Russia: Population shrinks for first time in 15 years

Experts attribute decline to pandemic, which has seen many die, while migration and low birth rates have also played a factor.

A man wearing a protective face mask sits in a wheelchair in front of a mural near a clinic in the town of Domodedovo near Moscow, Russia, December 3, 2020 [File: Maxim Shemetov/Reuters]

Russia’s population shrank by about half a million last year, its first contraction in 15 years, the country’s statistics agency said on Friday.

Russia has a population of 146.2 million, according to newspaper Nezavisimaya Gazeta, citing the agency.

Experts attributed the decline mainly to the pandemic.

There were 229,700 more deaths between January and November 2020 than in the same period the previous year, an excess mortality rate of more than 13 percent, the agency said.

Russian President Vladimir Putin has long called for greater efforts towards population growth. Last year, he blamed the trend on low incomes.

Experts say further causes are the migration of younger, well-educated people abroad and the low birth rate.

Similar trends

This month, statistics from Poland and the United Kingdom, have shown similar trends.

On Tuesday, statistics for 2020 showed deaths spiking in Poland to a level unseen since World War II and births sharply decline, trends attributed to the COVID-19 pandemic and described by some as a demographic crisis.

The data reported on Tuesday by the daily newspaper Dziennik Gazeta Prawna came from a state register that includes weekly births and deaths.

Commenting on data the state agency Statistics Poland released in December for 11 months of 2020, economist Rafal Mundry said the number of deaths was the highest since World War II and the number of births the lowest in 15 years.

“We have a huge demographic crisis,” Mundry said on Twitter.

In 2019, some 30,000 people died in Poland each month on average.

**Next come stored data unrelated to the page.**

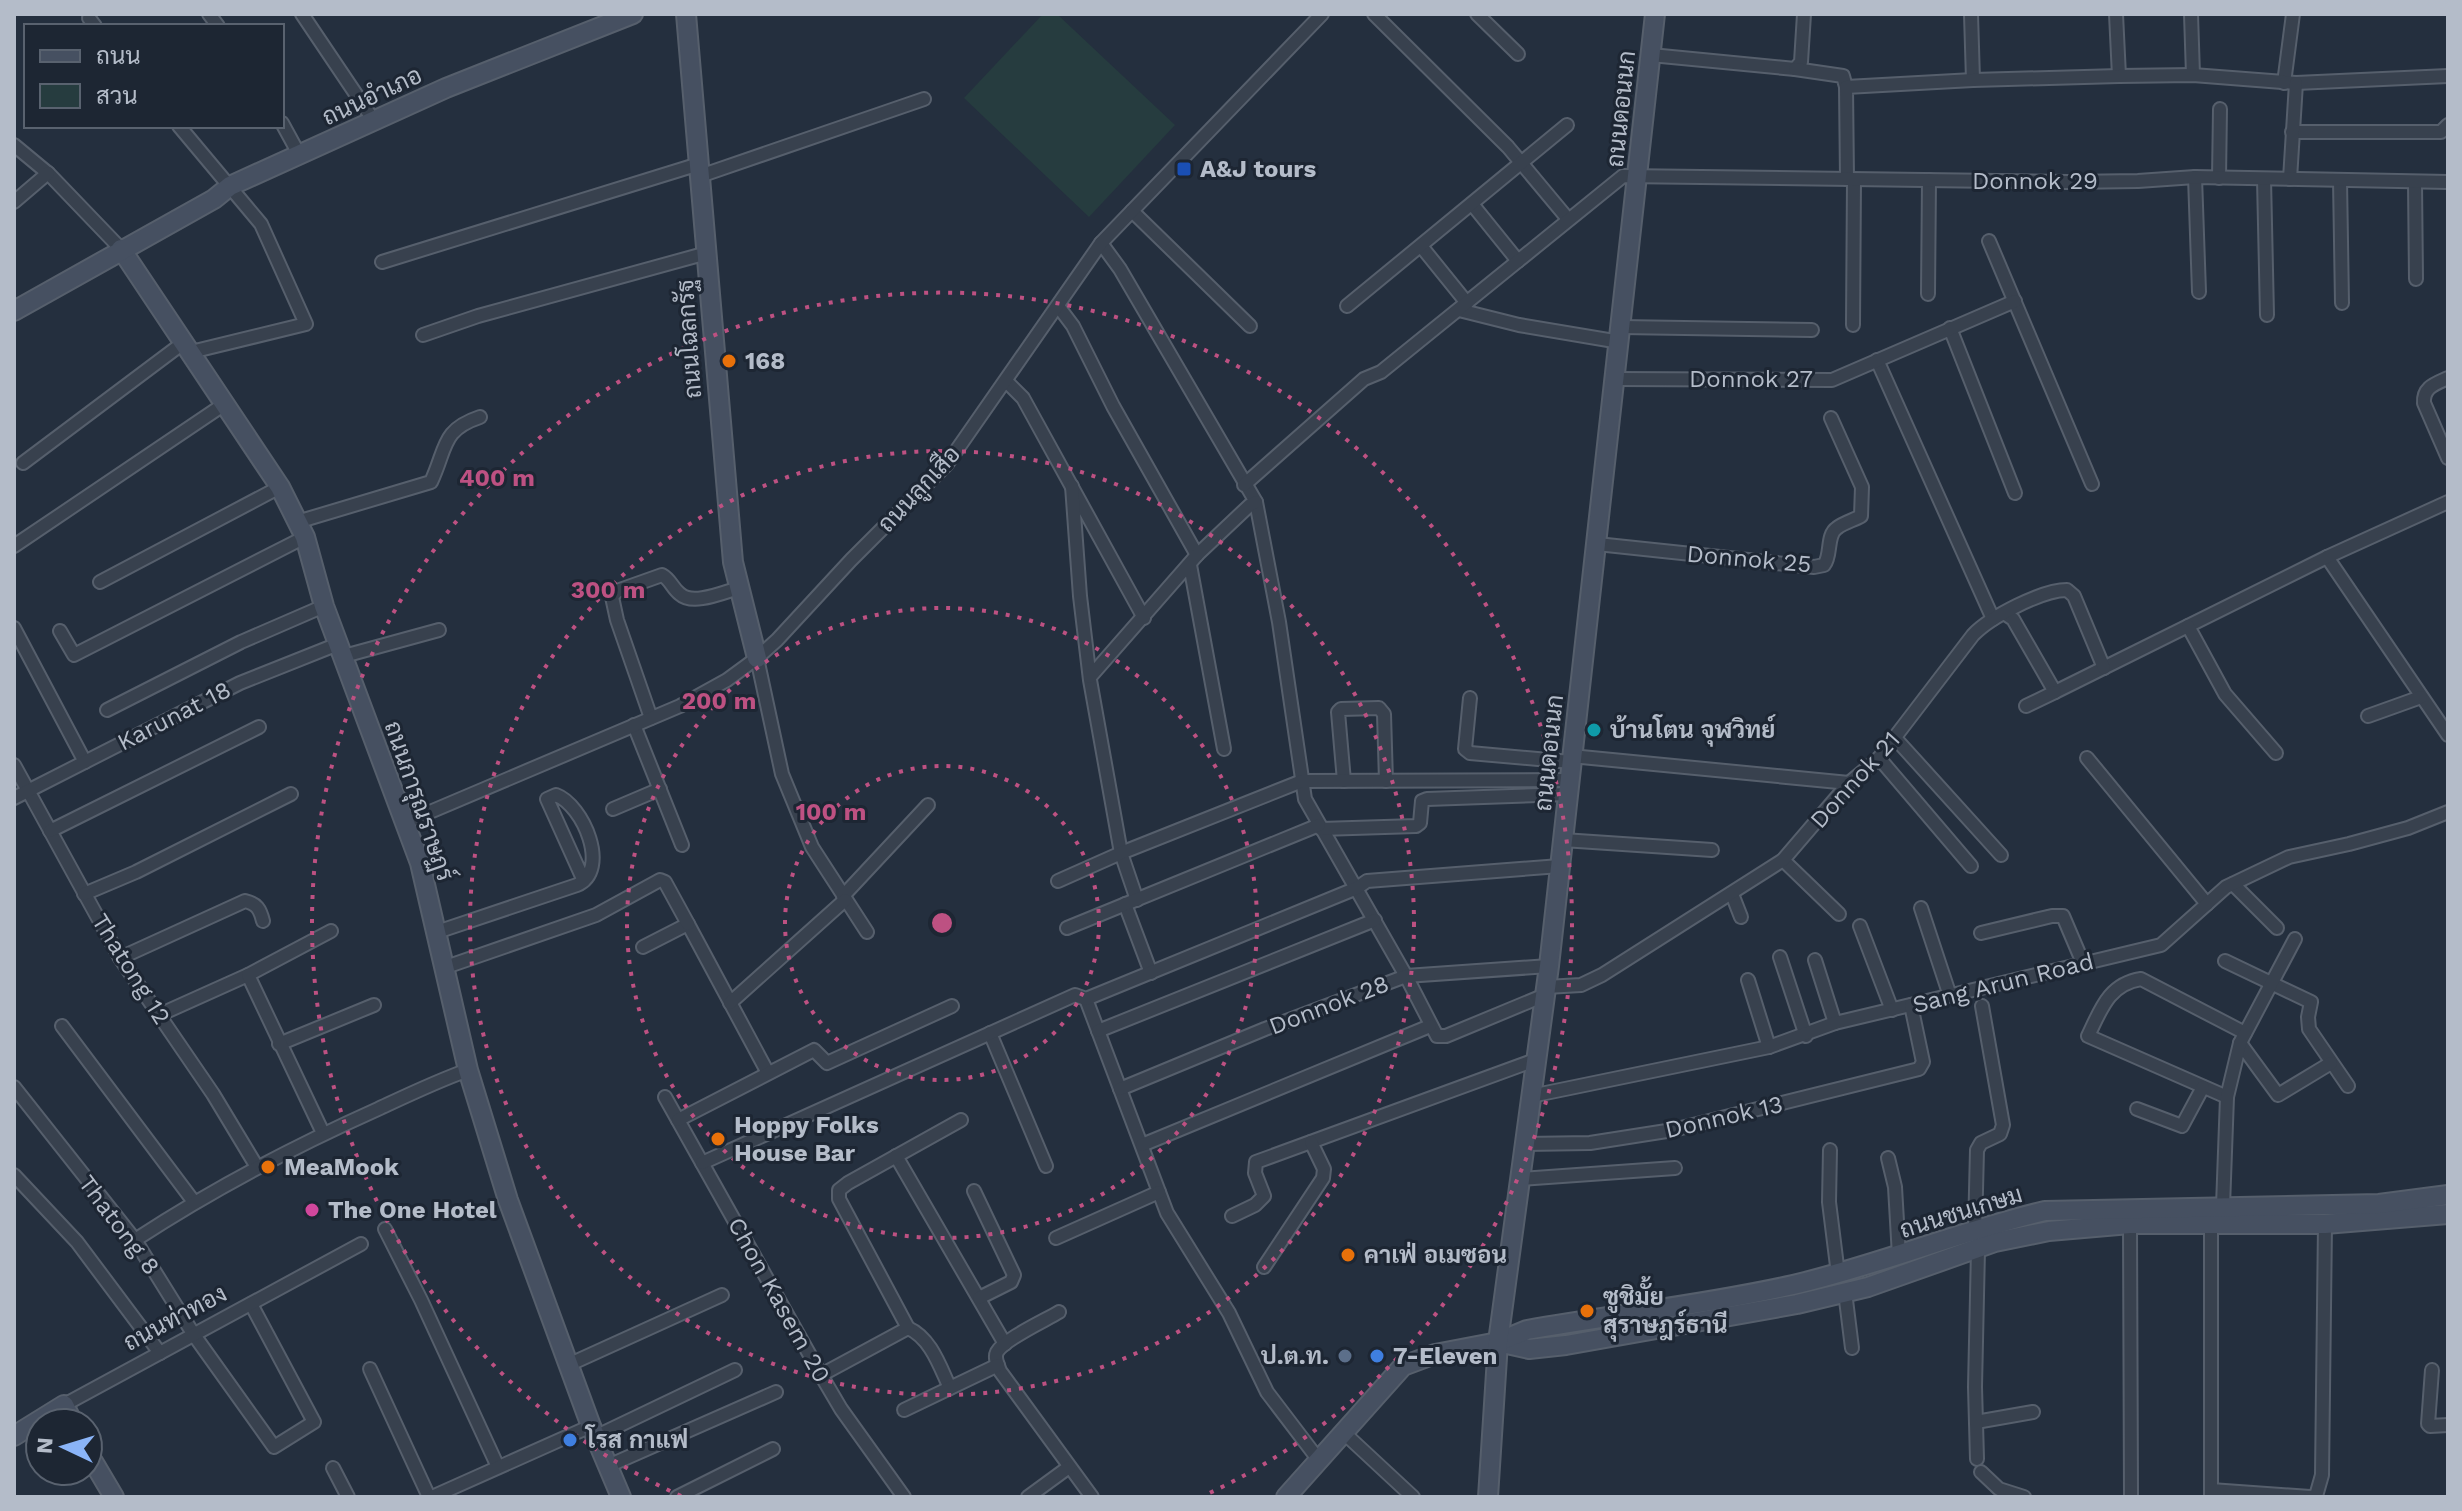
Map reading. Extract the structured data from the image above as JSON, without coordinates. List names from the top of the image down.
{
  "streets": {
    "main road": [
      "ถนนอำเภอ",
      "ถนนดอนนก",
      "ถนนโฉลกรัฐ",
      "ถนนการุณราษฏร์",
      "ถนนชนเกษม",
      "ถนนท่าทอง"
    ],
    "street": [
      "Donnok 29",
      "Donnok 27",
      "ถนนลูกเสือ",
      "Donnok 25",
      "Karunat 18",
      "Donnok 21",
      "Thatong 12",
      "Sang Arun Road",
      "Donnok 28",
      "Donnok 13",
      "Thatong 8",
      "Chon Kasem 20"
    ]
  },
  "crossings": [
    ["ถนนอำเภอ", "ถนนการุณราษฏร์"],
    ["ถนนดอนนก", "Donnok 29"],
    ["ถนนดอนนก", "Donnok 27"],
    ["ถนนดอนนก", "Donnok 25"],
    ["ถนนดอนนก", "Donnok 21"],
    ["ถนนดอนนก", "Sang Arun Road"],
    ["ถนนดอนนก", "Donnok 28"],
    ["ถนนดอนนก", "Donnok 13"],
    ["ถนนดอนนก", "ถนนชนเกษม"],
    ["ถนนโฉลกรัฐ", "ถนนลูกเสือ"],
    ["ถนนลูกเสือ", "ถนนการุณราษฏร์"],
    ["Karunat 18", "ถนนการุณราษฏร์"],
    ["Karunat 18", "Thatong 12"],
    ["Sang Arun Road", "Donnok 13"],
    ["Thatong 8", "ถนนท่าทอง"]
  ],
  "places": {
    "transit": ["A&J tours"],
    "other": [
      "168",
      "บ้านโตน จุฬวิทย์",
      "Hoppy Folks House Bar",
      "MeaMook",
      "The One Hotel",
      "คาเฟ่ อเมซอน",
      "ซูชิมั้ย สุราษฎร์ธานี",
      "ป.ต.ท.",
      "7-Eleven",
      "โรส กาแฟ"
    ]
  },
  "legend": ["ถนน", "สวน"],
  "north": "left",
  "rings": [
    "400 m",
    "300 m",
    "200 m",
    "100 m"
  ]
}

In November, when COVID-19 cases spiked, the country registered almost 60,400 deaths.

In the UK, a study published on January 14 suggested it could be the largest population decline since World War II, citing the pandemic.

Faced with bleak employment opportunities, expatriates have been leaving the UK in large numbers, according to the UK’s Economic Statistics Centre of Excellence (ESCoE).

About 1.3 million people born abroad left the UK from July 2019 to September 2020, it said.

Meanwhile, Brexit also appeared to have an impact in motivating people to leave Britain, with some Al Jazeera interviewed citing the UK’s divorce from the European Union as a push factor.

In London, the ESCoE said, as many as 700,000 people left the capital in the 14 months analysed.